Records shown Start Marker

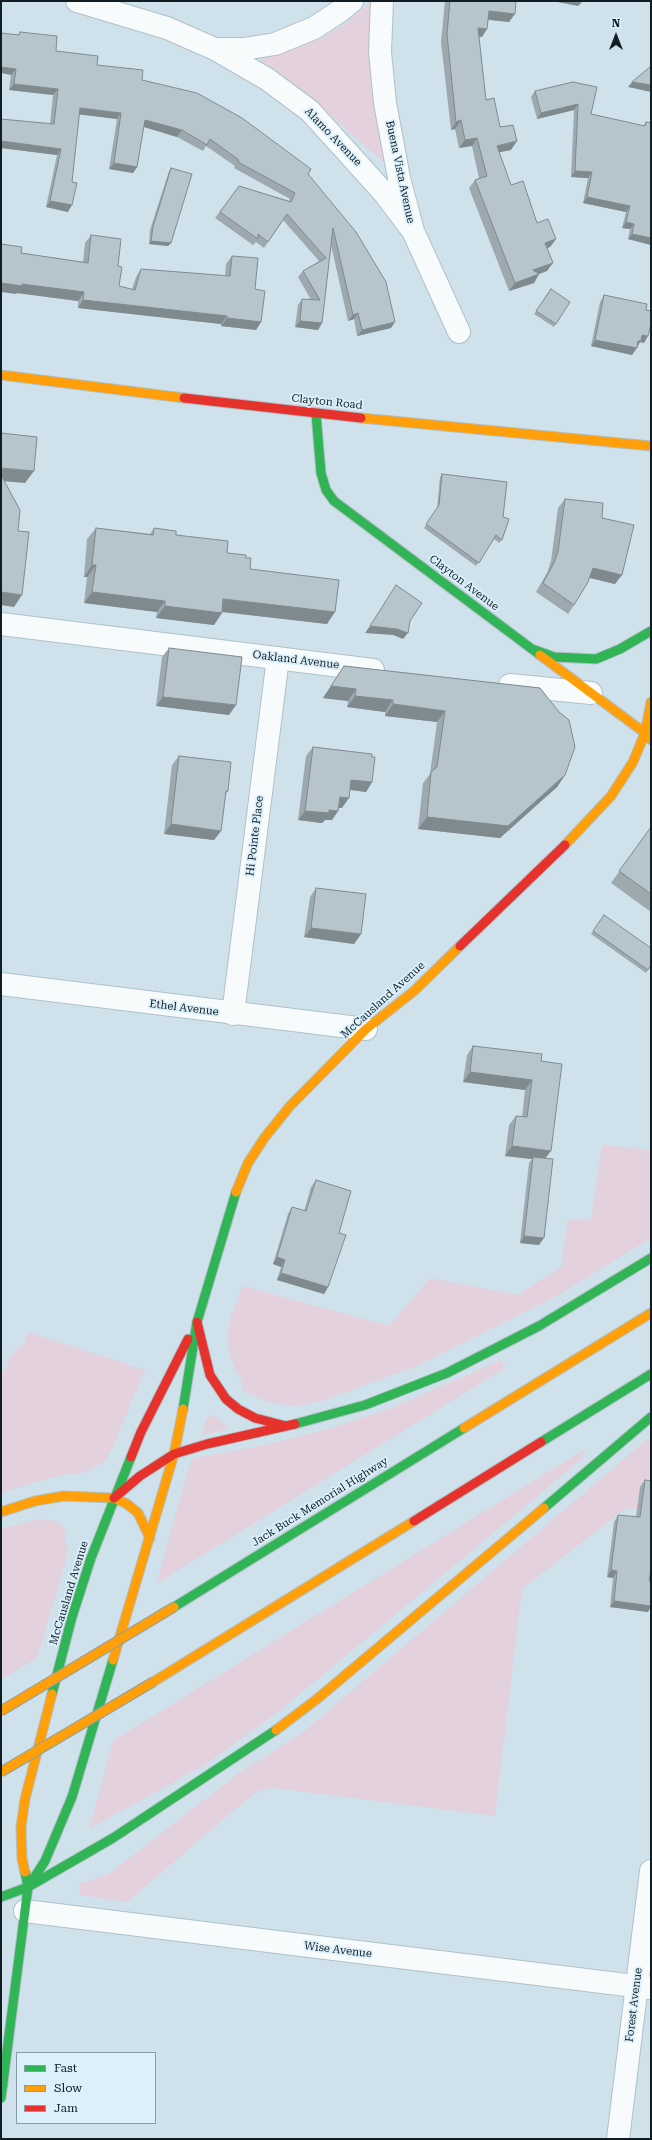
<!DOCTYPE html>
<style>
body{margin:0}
#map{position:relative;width:652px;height:2140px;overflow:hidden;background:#cfe2eb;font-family:"Roboto Serif",serif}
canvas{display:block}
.frame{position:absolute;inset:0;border:2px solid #101d23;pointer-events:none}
.legend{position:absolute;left:16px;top:2052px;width:140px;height:72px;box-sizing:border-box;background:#dbf0fb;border:1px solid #8a9ca5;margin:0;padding:5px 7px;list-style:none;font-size:12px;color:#101d23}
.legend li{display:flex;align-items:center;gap:8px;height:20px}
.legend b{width:20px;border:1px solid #8a9ca5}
.north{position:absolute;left:596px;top:16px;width:40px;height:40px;-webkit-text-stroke:3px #dbf0fb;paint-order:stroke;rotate:0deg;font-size:11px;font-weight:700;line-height:16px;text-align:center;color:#101d23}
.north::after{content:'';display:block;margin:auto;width:14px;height:18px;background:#101d23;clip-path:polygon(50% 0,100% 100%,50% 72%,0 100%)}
</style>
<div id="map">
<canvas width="652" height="2140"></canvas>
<div class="frame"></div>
<ul class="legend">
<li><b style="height:5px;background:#30b455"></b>Fast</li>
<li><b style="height:5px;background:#ff9f0a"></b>Slow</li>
<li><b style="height:5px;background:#e5322d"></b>Jam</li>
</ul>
<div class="north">N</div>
</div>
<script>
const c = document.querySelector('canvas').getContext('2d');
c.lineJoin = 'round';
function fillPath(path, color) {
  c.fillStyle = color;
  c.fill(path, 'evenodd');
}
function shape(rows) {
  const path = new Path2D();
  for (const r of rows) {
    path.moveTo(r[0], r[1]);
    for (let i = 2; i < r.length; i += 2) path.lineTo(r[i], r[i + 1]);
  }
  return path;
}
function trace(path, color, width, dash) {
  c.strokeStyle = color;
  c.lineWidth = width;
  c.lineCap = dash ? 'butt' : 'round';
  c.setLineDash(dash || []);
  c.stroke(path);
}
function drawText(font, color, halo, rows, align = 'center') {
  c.font = font + ' "Roboto Serif",serif';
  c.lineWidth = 3.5;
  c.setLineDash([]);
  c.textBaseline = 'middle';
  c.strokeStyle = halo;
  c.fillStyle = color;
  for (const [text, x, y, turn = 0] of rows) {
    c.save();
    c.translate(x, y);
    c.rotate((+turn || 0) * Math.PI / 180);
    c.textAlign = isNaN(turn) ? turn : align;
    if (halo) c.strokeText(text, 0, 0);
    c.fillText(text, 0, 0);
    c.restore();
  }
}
fillPath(shape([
 [370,2,374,3,385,159,382,161,324,109,264,65,262,60,263,56,294,49,322,38,347,23],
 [602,1145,651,1150,651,1238,557,1296,417,1366,325,1400,297,1406,270,1403,243,1391,243,1385,229,1355,227,1336,231,1315,243,1286,389,1326,430,1278,518,1295,561,1267,568,1220,591,1220],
 [28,1332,145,1370,111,1451,105,1461,86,1472,60,1475,1,1493,1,1373,8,1365,9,1358,14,1351,24,1344],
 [501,1360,505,1368,156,1584,189,1467,194,1458,270,1444,331,1428,391,1408],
 [214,1414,229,1429,202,1435,206,1419],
 [651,1436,651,1511,626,1508,522,1589,495,1816,274,1788,259,1791,244,1802,127,1902,79,1895,80,1884,110,1873,239,1773,302,1733],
 [585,1449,582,1459,283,1708,205,1765,89,1829,113,1741],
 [37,1519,55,1521,67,1530,63,1534,68,1549,66,1560,37,1658,1,1679,1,1529]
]), '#e3d1dd');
const street = shape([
 [77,1,167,28,215,49,267,79,310,111,385,194,413,231],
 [382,1,380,52,385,103,399,178,413,231,459,332],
 [215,49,244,49,275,44,314,28,340,11,352,1],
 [1,624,373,670],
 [510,685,591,693],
 [1,984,366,1029],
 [233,1014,278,658],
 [25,1911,651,1988],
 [618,2139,651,1871]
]);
const fast = shape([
 [316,414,321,473,326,490,334,501,540,655],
 [532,649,554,657,596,659,620,649,651,631],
 [183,1409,197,1322,236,1192],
 [295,1424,365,1405,447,1373,539,1326,651,1258],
 [541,1442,651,1374],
 [544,1508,651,1417],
 [174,1607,464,1428],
 [52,1694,72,1617,91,1558,131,1457],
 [28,1887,45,1861,72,1797,113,1660],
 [1,1897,28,1887,113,1838,276,1730],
 [1,2081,3,2085],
 [1,2098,28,1887,25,1872]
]);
const slow = shape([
 [1,375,184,398],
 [361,418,651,446],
 [540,655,645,733,651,740],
 [565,845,611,796,633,762,645,733,651,702],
 [236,1192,248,1163,265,1137,290,1106,366,1029,414,991,460,946],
 [464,1428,651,1313],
 [1,1512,35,1501,64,1496,114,1498,127,1504,138,1513,150,1538],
 [113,1660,174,1454,183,1409],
 [153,1682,414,1521],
 [276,1730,317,1699,544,1508],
 [25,1872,22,1859,21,1827,25,1799,52,1694]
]);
const jam = shape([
 [184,398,361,418],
 [460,946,565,845],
 [197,1322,210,1375,226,1399,238,1409,255,1418,286,1426],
 [131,1457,141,1432,188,1339],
 [114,1498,140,1476,174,1454,207,1444,295,1424],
 [414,1521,541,1442]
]);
trace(street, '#b1c0c7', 24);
trace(fast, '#b1c0c7', 11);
trace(slow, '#b1c0c7', 11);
trace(jam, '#b1c0c7', 11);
trace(street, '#f8fbfc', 22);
trace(fast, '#30b455', 9);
trace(slow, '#ff9f0a', 9);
trace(jam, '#e5322d', 9);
const slowBridge = shape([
 [1,1711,174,1607],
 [1,1772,153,1682]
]);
trace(slowBridge, '#89a1ab', 11, []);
trace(slowBridge, '#ff9f0a', 9);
fillPath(shape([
 [445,1,516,1,509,22,488,20,482,37,479,37,486,100,511,150,499,152,511,185,537,223,556,239,550,247,547,248,547,271,539,274,534,283,509,291,469,188,475,180,479,178,472,146,459,148,455,129,451,130,441,42],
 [20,32,56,51,142,80,311,169,308,174,391,328,357,336,354,319,348,321,331,245,322,323,318,330,295,327,298,305,302,299,311,300,298,277,303,271,319,261,283,220,264,248,256,242,253,245,215,218,239,186,289,201,290,199,234,168,235,166,206,146,203,151,177,137,144,127,137,167,133,173,109,169,117,119,79,114,68,212,46,207,57,155,1,148,1,119,50,124,53,95,9,90,11,75,18,35],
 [573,82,591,114,643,126,646,122,651,123,651,122,651,245,628,239,630,229,622,228,626,212,583,203,588,178,571,177,574,110,537,119,531,97,535,91],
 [171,168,171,243,168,246,149,244,150,230,169,171],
 [91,235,118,266,119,286,132,289,136,277,141,269,225,276,226,264,232,256,255,289,261,322,256,330,221,326,221,324,78,308,78,301,17,293,16,294,21,253,83,262,85,243],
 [551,289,570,302,554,327,534,314],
 [604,295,646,310,644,343,640,342,632,355,591,346,600,302],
 [442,474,503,517,502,540,499,543,494,539,476,566,424,528,437,509,440,477],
 [565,499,602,518,615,584,590,578,574,605,568,614,536,592,547,573,551,561,558,508],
 [96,528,150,534,154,528,176,535,227,553,246,558,250,569,327,624,222,612,214,625,156,618,157,612,84,603,87,577,84,577,87,539],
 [169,648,229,715,156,706,162,657],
 [344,666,540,688,565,775,557,787,500,838,418,829,423,783,430,774,437,722,385,716,385,712,347,707,348,701,323,698],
 [313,747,372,782,366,792,350,790,342,808,339,808,338,811,332,820,325,820,322,823,298,820,306,756],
 [179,756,228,791,226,794,221,831,214,840,164,834,172,765],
 [651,827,651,912,611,883],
 [316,888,361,934,354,944,304,937,310,897],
 [604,915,651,965,646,973,591,934],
 [473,1046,541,1061,546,1158,539,1245,520,1243,529,1163,532,1159,505,1156,509,1125,516,1116,522,1117,525,1090,463,1082,467,1055],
 [316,1180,339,1233,328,1287,324,1294,277,1280,281,1267,273,1264,288,1214,292,1207,304,1211,311,1187],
 [645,1480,649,1581,648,1612,610,1607,613,1578,607,1577,614,1522,618,1515,636,1517,640,1487]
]), '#9da9af');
fillPath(shape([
 [552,1,571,1,581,3,578,6],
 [489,11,515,14,509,22,483,19],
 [478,28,487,29,482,37,472,36],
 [1,67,16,69,11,75,1,73],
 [632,82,651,85,651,92,628,87],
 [14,84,58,89,53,95,9,90],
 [578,104,574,110,537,119,541,113],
 [80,108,121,113,117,119,76,114],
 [145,120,182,130,177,137,141,126],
 [461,120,455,129,451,130,456,122],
 [477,138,472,146,459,148,465,140],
 [1,141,61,149,57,155,1,148],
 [517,141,511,150,491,154,497,146],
 [114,163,137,167,133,173,109,169],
 [575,171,592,172,588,178,571,177],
 [587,197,630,206,626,212,583,203],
 [50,201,72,205,68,212,46,207],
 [626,222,634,224,630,229,622,228],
 [632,234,651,238,651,245,628,239],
 [556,239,550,247,539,251,545,243],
 [151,241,171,243,168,246,149,244],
 [553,263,547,271,528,278,533,270],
 [539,274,534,283,509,291,515,283],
 [1,283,22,284,84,292,78,301,17,293,16,294,1,292],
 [83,300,227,316,221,324,78,308],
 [358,313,354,319,348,321,353,315],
 [227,318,261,322,256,330,221,326],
 [300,321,322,323,318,330,295,327],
 [395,322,391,328,357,336,362,330],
 [642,335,648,336,644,343,640,342,637,348,633,347],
 [595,340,637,348,632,355,591,346],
 [1,468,34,471,25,483,1,481],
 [92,565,96,565,87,577,84,577],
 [593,568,622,575,615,584,586,577],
 [1,592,22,595,14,607,1,605],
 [92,592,165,601,157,612,84,603],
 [223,599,335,612,327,624,215,611],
 [165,606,222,613,214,625,156,618],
 [370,626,397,629,408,633,403,639,393,635,365,633],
 [331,686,356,689,348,701,323,698],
 [355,696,393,700,385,712,347,707],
 [163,697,236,705,229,715,156,706],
 [393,704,445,711,437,722,385,716],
 [565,775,557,787,500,838,418,829,427,817],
 [351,780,372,782,366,792,344,789],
 [340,797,349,798,342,808,333,807],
 [329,810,338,811,332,820,325,820,322,823,298,820,305,811],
 [171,824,221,831,214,840,164,834],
 [311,928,361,934,354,944,304,937],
 [470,1072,532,1080,525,1090,463,1082],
 [512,1146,551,1151,544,1160,533,1157,532,1159,505,1156],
 [524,1236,544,1238,539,1245,520,1243],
 [277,1257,285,1260,281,1267,273,1264],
 [281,1273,328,1287,324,1294,277,1280],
 [611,1570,617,1571,613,1578,607,1577],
 [614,1601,651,1606,651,1607,648,1612,610,1607]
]), '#7f8a8f');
const building = shape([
 [450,1,516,1,515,14,489,11,487,29,478,28,486,100,494,98,500,127,513,125,517,141,497,146,511,185,523,181,537,223,548,219,556,239,545,243,553,263,533,270,539,274,515,283,475,180,487,176,477,138,465,140,461,120,456,122,447,34,450,1],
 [571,1,581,1,581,3,571,1],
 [20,32,57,36,56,51,98,56,97,65,143,70,142,80,197,93,242,118,311,169,308,174,356,232,386,282,395,322,362,330,358,313,353,315,333,228,322,323,300,321,302,299,320,300,303,271,326,258,287,214,268,242,258,234,258,239,220,212,239,186,291,202,295,193,238,162,239,160,210,139,207,145,182,130,145,120,137,167,114,163,121,113,80,108,72,182,77,183,72,205,50,201,61,149,1,141,1,119,54,124,58,89,14,84,16,69,1,67,1,33,19,35,20,32],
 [651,66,651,85,632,82,651,66],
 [573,82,597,87,591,114,645,126,646,122,651,123,651,238,632,234,634,224,626,222,630,206,587,197,592,172,575,171,578,104,541,113,535,91,573,82],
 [171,168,192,174,171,243,151,241,153,227,171,168],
 [91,235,121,239,118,266,122,267,119,286,135,290,141,269,230,276,232,256,258,258,255,289,265,291,261,322,227,318,227,316,83,300,84,292,22,284,22,286,1,283,1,244,22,247,21,253,88,263,91,235],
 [551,289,570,302,556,324,536,311,551,289],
 [604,295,647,304,646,310,651,311,651,324,648,336,642,335,641,341,638,341,637,348,595,340,604,295],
 [1,433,37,437,34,471,1,468,1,433],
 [442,474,507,482,503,517,509,519,502,540,496,535,479,563,426,524,439,505,442,474],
 [1,475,20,510,18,531,29,532,22,595,1,592,1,475],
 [565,499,603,503,602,518,634,525,622,575,593,568,588,582,574,605,543,583,554,563,558,552,565,499],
 [96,528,153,535,154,528,176,531,176,535,228,541,227,553,246,555,246,558,251,558,250,569,339,580,335,612,223,599,222,613,165,606,165,601,92,592,96,565,92,565,96,528],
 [396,585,422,603,410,621,408,633,397,629,370,626,396,585],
 [169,648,242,657,236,705,163,697,169,648],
 [344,666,540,688,559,712,569,720,575,747,565,775,508,826,427,817,431,772,437,767,445,711,393,704,393,700,355,696,356,689,331,686,344,666],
 [313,747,372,754,372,757,375,757,372,782,351,780,349,798,340,797,338,811,329,810,329,813,305,811,313,747],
 [179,756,231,762,228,791,226,791,221,831,171,824,179,756],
 [651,827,651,894,619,871,651,827],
 [316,888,366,894,361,934,311,928,316,888],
 [604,915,651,948,651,965,648,970,593,931,604,915],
 [473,1046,542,1054,541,1061,562,1064,551,1151,512,1146,516,1116,527,1117,532,1080,470,1072,473,1046],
 [533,1157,553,1159,544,1238,524,1236,533,1157],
 [316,1180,351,1191,339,1233,346,1235,328,1287,281,1273,285,1260,277,1257,292,1207,306,1211,316,1180],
 [645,1480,651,1481,651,1569,649,1581,651,1581,651,1606,614,1601,617,1571,611,1570,618,1515,640,1517,645,1480]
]);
fillPath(building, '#b6c5cc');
trace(building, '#7f8a8f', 1);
drawText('11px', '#101d23', '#dbf0fb', [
 ["Alamo Avenue",333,137,46],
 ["Buena Vista Avenue",400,172,78],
 ["Clayton Road",327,402,6],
 ["Clayton Avenue",464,583,37],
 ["Oakland Avenue",296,660,7],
 ["Hi Pointe Place",255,836,-83],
 ["McCausland Avenue",383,1000,-42],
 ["Ethel Avenue",184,1008,7],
 ["Jack Buck Memorial Highway",320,1502,-32],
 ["McCausland Avenue",69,1593,-73],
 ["Wise Avenue",338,1950,7],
 ["Forest Avenue",634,2005,-83]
]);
</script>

Records shown End Marker

— Task objective —
One number should be returned: how many lines in the records contain the word "halo".

— Task response —
3